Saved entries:
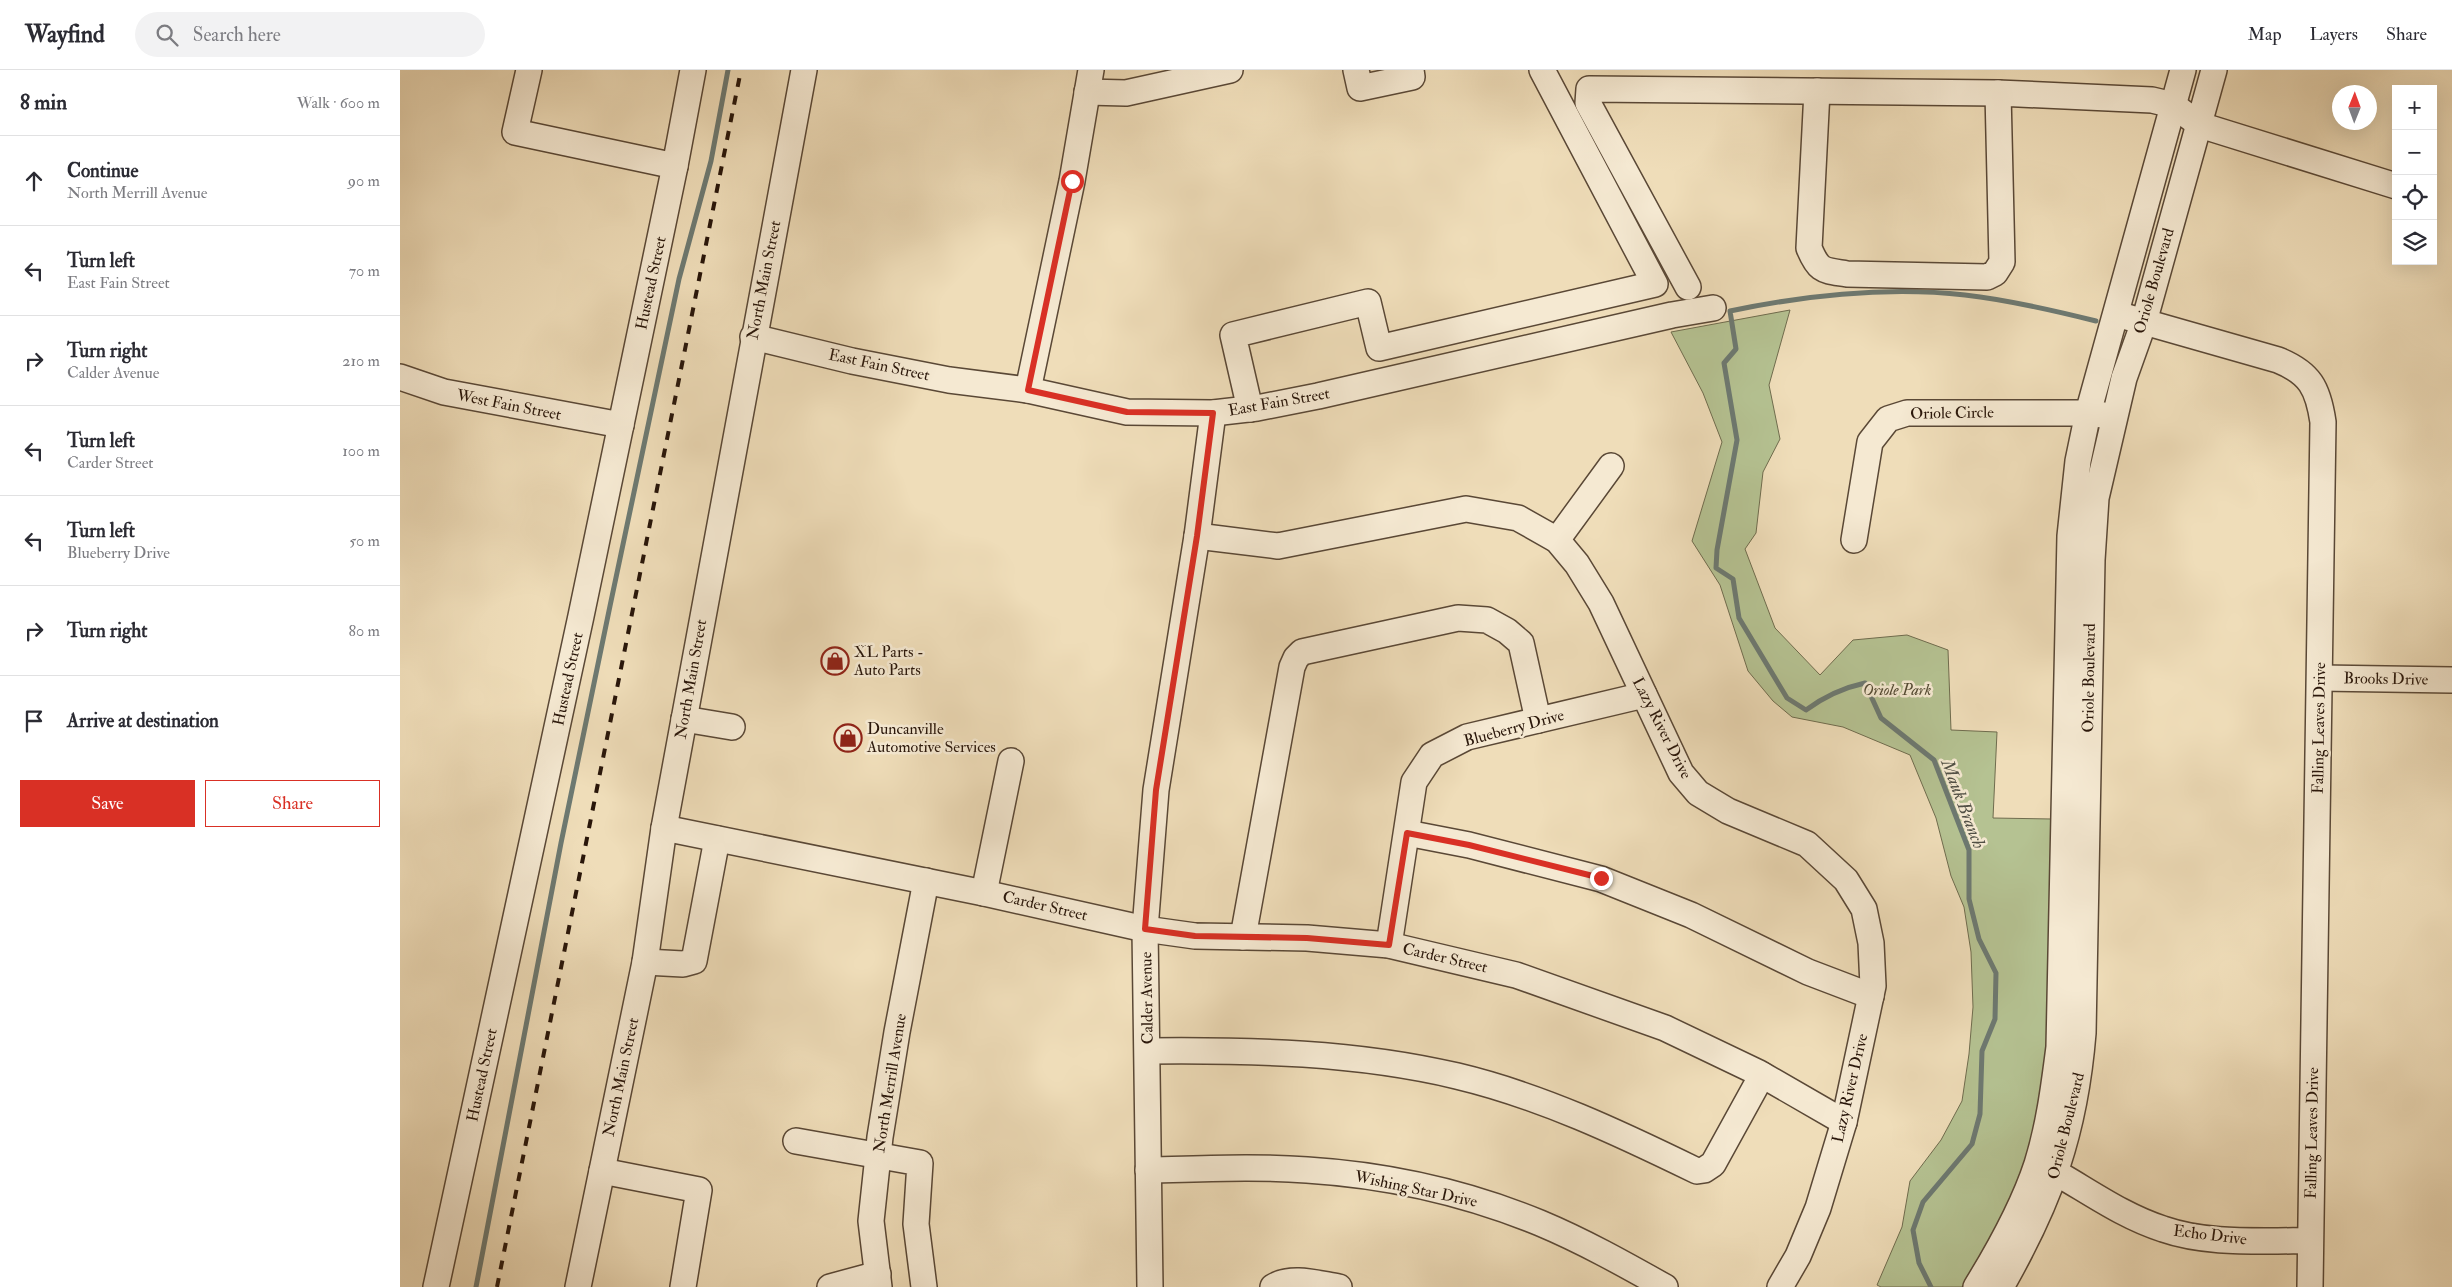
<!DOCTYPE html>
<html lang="en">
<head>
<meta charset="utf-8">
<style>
  body { margin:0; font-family:"IM FELL Double Pica",serif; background:#f2f2f3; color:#2b2b33 }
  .controls { position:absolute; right:15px; top:15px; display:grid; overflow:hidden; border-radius:0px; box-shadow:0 5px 20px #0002 }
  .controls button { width:45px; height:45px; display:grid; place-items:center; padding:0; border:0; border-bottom:1px solid #e1e1e2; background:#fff; color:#2b2b33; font:25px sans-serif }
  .compass { position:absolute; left:1932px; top:15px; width:45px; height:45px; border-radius:50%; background:#fff; box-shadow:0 5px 20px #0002; rotate:1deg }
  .stop { position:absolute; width:15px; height:15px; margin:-11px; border:4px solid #d93025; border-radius:50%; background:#fff }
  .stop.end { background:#d93025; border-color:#fff; box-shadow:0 1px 5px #0008 }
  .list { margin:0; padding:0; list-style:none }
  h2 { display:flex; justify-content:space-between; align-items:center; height:65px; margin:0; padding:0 20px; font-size:21px }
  h2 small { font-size:16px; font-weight:400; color:#7c7c81 }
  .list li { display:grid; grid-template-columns:32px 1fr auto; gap:15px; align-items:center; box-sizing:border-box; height:90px; padding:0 20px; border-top:1px solid #e1e1e2 }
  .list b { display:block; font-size:19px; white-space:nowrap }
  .list p { margin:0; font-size:16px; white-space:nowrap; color:#7c7c81 }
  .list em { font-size:16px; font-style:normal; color:#7c7c81 }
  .actions { display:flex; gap:10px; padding:15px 20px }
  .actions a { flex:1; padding:11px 0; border:1px solid #d93025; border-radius:0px; text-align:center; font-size:18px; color:#d93025 }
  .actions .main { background:#d93025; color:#fff }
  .icon { flex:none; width:28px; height:28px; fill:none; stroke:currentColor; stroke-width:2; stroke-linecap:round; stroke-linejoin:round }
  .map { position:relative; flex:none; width:2052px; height:1217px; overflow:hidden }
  header { display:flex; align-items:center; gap:30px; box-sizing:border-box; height:70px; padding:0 25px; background:#fff; border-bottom:1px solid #e1e1e2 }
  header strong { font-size:24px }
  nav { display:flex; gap:28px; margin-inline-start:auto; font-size:18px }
  .search { width:350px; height:45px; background:#f2f2f3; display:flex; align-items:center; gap:12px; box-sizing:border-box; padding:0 18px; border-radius:28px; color:#7c7c81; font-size:19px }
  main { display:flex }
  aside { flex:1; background:#fff }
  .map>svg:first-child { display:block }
</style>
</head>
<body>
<header>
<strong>Wayfind</strong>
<div class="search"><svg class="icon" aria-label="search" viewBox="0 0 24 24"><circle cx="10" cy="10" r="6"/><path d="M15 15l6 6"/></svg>Search here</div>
<nav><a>Map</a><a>Layers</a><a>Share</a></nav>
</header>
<main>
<aside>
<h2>8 min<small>Walk · 600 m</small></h2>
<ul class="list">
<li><svg class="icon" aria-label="ahead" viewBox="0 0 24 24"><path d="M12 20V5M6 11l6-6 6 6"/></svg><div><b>Continue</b><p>North Merrill Avenue</p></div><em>90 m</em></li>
<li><svg class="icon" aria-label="left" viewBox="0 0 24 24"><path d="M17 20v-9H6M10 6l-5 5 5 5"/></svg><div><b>Turn left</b><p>East Fain Street</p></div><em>70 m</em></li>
<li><svg class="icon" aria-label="right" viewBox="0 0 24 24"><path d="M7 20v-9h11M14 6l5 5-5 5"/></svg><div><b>Turn right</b><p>Calder Avenue</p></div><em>210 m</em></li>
<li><svg class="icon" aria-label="left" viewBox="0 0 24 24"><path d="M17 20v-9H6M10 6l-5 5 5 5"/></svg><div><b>Turn left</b><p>Carder Street</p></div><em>100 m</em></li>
<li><svg class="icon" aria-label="left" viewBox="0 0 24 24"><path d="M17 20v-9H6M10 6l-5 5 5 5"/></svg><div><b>Turn left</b><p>Blueberry Drive</p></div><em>50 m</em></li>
<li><svg class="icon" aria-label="right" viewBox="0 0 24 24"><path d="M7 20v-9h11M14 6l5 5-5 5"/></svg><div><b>Turn right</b></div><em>80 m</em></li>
<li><svg class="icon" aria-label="arrive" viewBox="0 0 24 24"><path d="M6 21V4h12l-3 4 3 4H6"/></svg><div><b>Arrive at destination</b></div></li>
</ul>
<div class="actions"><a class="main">Save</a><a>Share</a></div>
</aside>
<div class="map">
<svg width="2052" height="1217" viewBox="0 0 2052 1217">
  <rect width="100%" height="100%" fill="#efddb9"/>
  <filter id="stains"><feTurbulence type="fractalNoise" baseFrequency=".004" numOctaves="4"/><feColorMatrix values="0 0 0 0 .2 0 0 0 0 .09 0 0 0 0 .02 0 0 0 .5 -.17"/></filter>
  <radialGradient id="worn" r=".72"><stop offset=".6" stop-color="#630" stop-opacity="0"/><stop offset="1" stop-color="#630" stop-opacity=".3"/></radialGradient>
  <polygon fill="#b5c292" stroke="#6f6c4e" points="1390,240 1369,315 1380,369 1363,402 1356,463 1345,479 1375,558 1420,605 1453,570 1507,565 1548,580 1551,660 1597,662 1593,748 1652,749 1650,954 1638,1051 1625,1097 1604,1144 1562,1217 1481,1217 1477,1215 1502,1157 1510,1111 1541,1070 1562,1031 1569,984 1573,937 1571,882 1564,837 1551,806 1536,748 1510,685 1443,657 1392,647 1373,631 1348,601 1320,515 1292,471 1322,372 1303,323 1271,262"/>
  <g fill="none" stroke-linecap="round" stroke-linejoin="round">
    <g stroke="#6d7971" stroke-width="5">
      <polyline points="76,1217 161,773 210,536 279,209 311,91 328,0"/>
      <path d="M1531 1217 1519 1193 1513 1160 1523 1132 1572 1074 1580 1044 1582 981 1595 949 1596 903 1579 869 1569 829V780L1534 690 1481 648 1465 613C1442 618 1425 626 1406 640L1387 628 1339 548 1333 509 1316 498 1317 480 1337 370 1324 293 1336 279 1330 241C1407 225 1487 216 1565 225 1609 230 1652 240 1696 251"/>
    </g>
    <g stroke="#5a4836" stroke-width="28">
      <g id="minor">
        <polyline points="129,0 115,62 275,96"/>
        <polyline points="956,0 960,18 1012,7 1011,0"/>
        <path d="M1417 21 1409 178C1419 202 1423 200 1447 204L1587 207 1595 203 1602 192 1598 23 1752 30 1773 35 1800 55 1996 116"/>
        <polyline points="687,22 726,23 830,0"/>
        <polyline points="1288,217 1188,33 1189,19 1598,23"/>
        <path d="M1727 247 1878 290C1910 303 1918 318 1923 352L1910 1217"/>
        <polyline points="353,267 452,291 549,310 628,320 727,342 813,343 857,338 918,326 1272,245 1313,238"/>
        <polyline points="0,307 44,322 221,355"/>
        <polyline points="628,320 672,111 691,0"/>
        <polyline points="850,339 833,265 968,232 979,278 1255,214 1142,0"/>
        <polyline points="797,466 878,476 1066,439 1118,448 1157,470 1177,494 1201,533 1281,703 1298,723 1328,741 1407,774 1446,810 1464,839 1471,873 1473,916 1444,1052 1418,1138 1398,1186 1380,1217"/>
        <polyline points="1157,470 1211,396"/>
        <polyline points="1454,470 1470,372 1488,349 1507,343 1688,343 1703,345"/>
        <polyline points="1920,608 2052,610"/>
        <polyline points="284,649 332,657"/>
        <polyline points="264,758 584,823 745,859 795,866 907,868 989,875 1116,905 1265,958 1359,1003 1444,1052"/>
        <polyline points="1007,763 1069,775 1201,809 1291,845 1408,902 1471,926"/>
        <polyline points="584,823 611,691"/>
        <polyline points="843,867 892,597 896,588 902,582 1058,548 1087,550 1107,561 1121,573 1138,650"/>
        <polyline points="989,875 1014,712 1032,685 1067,667 1244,625"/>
        <polyline points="245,892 283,894 294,891 317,769"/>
        <path d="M748 981C852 980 955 982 1057 1006 1141 1026 1219 1063 1297 1101L1304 1100 1313 1094 1362 1005"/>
        <polyline points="396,1071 520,1093 516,1154 524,1217"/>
        <path d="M1642 1095C1682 1116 1719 1145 1763 1159 1809 1175 1862 1170 1910 1171"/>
        <path d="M748 1100C801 1099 854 1096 907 1100 986 1105 1067 1123 1140 1153 1183 1171 1224 1194 1265 1217"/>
        <polyline points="202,1101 299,1120 283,1217"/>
        <polyline points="36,1217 181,546 275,96 293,0"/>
        <polyline points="178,1217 245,892 264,758 404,0"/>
        <polyline points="430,1217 478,1204"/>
        <polyline points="479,1217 471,1151 480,1067 497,962 526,811"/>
        <polyline points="750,1217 745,859 756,720 797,466 813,343"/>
        <path d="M873 1217C891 1205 919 1214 939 1217"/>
        <path d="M1576 1217C1600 1178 1623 1137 1637 1094 1649 1056 1654 1016 1659 977L1670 466 1678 391 1688 343 1783 0"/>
        <path d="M1601 1217C1650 1131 1675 1063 1683 963L1692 490 1696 428 1724 308 1744 252 1814 0"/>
      </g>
    </g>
    <use href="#minor" stroke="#f5e9d2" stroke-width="25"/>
    <polyline stroke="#29160a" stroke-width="4" stroke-dasharray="9 9" stroke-linecap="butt" points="97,1217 341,0"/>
  </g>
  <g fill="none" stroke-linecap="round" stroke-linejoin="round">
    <polyline stroke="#d93025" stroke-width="6" points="672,111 628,320 727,342 813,343 797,466 756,720 745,859 795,866 907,868 989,875 1007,763 1069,775 1201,808"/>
  </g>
  <defs>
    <g id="shop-ring" transform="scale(1.4375)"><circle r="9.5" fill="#f5e9d2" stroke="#8f2418" stroke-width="1.5"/><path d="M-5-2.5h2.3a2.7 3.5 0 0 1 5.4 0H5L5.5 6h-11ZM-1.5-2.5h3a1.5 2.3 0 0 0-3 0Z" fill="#8f2418"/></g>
  </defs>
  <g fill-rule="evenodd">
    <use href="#shop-ring" x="435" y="591"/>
    <use href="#shop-ring" x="448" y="668"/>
  </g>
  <g text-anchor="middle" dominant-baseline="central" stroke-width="5" stroke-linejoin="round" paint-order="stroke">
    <g font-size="16" fill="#29160a" stroke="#f5e9d2">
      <text transform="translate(364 210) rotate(-79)">North Main Street</text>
      <text transform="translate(1754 211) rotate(-74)">Oriole Boulevard</text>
      <text transform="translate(251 213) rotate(-78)">Hustead Street</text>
      <text transform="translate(479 295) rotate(12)">East Fain Street</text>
      <text transform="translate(879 332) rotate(-10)">East Fain Street</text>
      <text transform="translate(109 335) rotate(11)">West Fain Street</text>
      <text transform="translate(1552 343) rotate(-1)">Oriole Circle</text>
      <text transform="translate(1689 608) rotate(-89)">Oriole Boulevard</text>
      <text transform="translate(168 609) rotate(-78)">Hustead Street</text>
      <text transform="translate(291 609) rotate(-80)">North Main Street</text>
      <text transform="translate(1986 609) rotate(1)">Brooks Drive</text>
      <text transform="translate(1114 658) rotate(-15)">Blueberry Drive</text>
      <text transform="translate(1262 658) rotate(63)">Lazy River Drive</text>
      <text transform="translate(1919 658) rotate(-89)">Falling Leaves Drive</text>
      <text transform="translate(645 836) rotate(13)">Carder Street</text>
      <text transform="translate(1045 888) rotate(13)">Carder Street</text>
      <text transform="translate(747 928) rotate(-91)">Calder Avenue</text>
      <text transform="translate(82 1005) rotate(-78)">Hustead Street</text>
      <text transform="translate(221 1007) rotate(-78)">North Main Street</text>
      <text transform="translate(490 1013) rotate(-81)">North Merrill Avenue</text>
      <text transform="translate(1450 1018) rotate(-77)">Lazy River Drive</text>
      <text transform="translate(1666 1056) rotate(-76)">Oriole Boulevard</text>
      <text transform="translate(1912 1063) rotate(-89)">Falling Leaves Drive</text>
      <text transform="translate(1016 1119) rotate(12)">Wishing Star Drive</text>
      <text transform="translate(1810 1165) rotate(7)">Echo Drive</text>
    </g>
    <g font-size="16" fill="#29160a" stroke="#f5e9d2" text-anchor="start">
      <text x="454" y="582">XL Parts -<tspan x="454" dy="18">Auto Parts</tspan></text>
      <text x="467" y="659">Duncanville<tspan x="467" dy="18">Automotive Services</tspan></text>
    </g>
    <g font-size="16" font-style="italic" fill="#534a33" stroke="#f5e9d2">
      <text x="1497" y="620">Oriole Park</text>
    </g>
    <g font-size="18" font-style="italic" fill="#515046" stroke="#f5e9d2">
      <text transform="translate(1563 734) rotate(69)">Mauk Branch</text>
    </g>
  </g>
  <rect width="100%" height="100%" filter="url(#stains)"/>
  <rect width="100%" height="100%" fill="url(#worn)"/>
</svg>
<div class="controls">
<button>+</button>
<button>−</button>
<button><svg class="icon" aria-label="locate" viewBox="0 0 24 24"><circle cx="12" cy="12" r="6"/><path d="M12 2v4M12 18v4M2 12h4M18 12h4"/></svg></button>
<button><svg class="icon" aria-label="layers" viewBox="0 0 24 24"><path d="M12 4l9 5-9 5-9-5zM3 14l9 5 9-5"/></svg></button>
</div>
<svg class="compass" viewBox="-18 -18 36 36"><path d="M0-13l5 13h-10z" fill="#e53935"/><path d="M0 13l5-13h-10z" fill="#7c7c81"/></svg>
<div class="stop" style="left:672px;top:111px"></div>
<div class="stop end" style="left:1201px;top:808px"></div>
</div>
</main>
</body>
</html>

◆ **Assigned task**:
When a line among the entries contains "compass", pull that line out.

◆ **Task result**:
  .compass { position:absolute; left:1932px; top:15px; width:45px; height:45px; border-radius:50%; background:#fff; box-shadow:0 5px 20px #0002; rotate:1deg }
<svg class="compass" viewBox="-18 -18 36 36"><path d="M0-13l5 13h-10z" fill="#e53935"/><path d="M0 13l5-13h-10z" fill="#7c7c81"/></svg>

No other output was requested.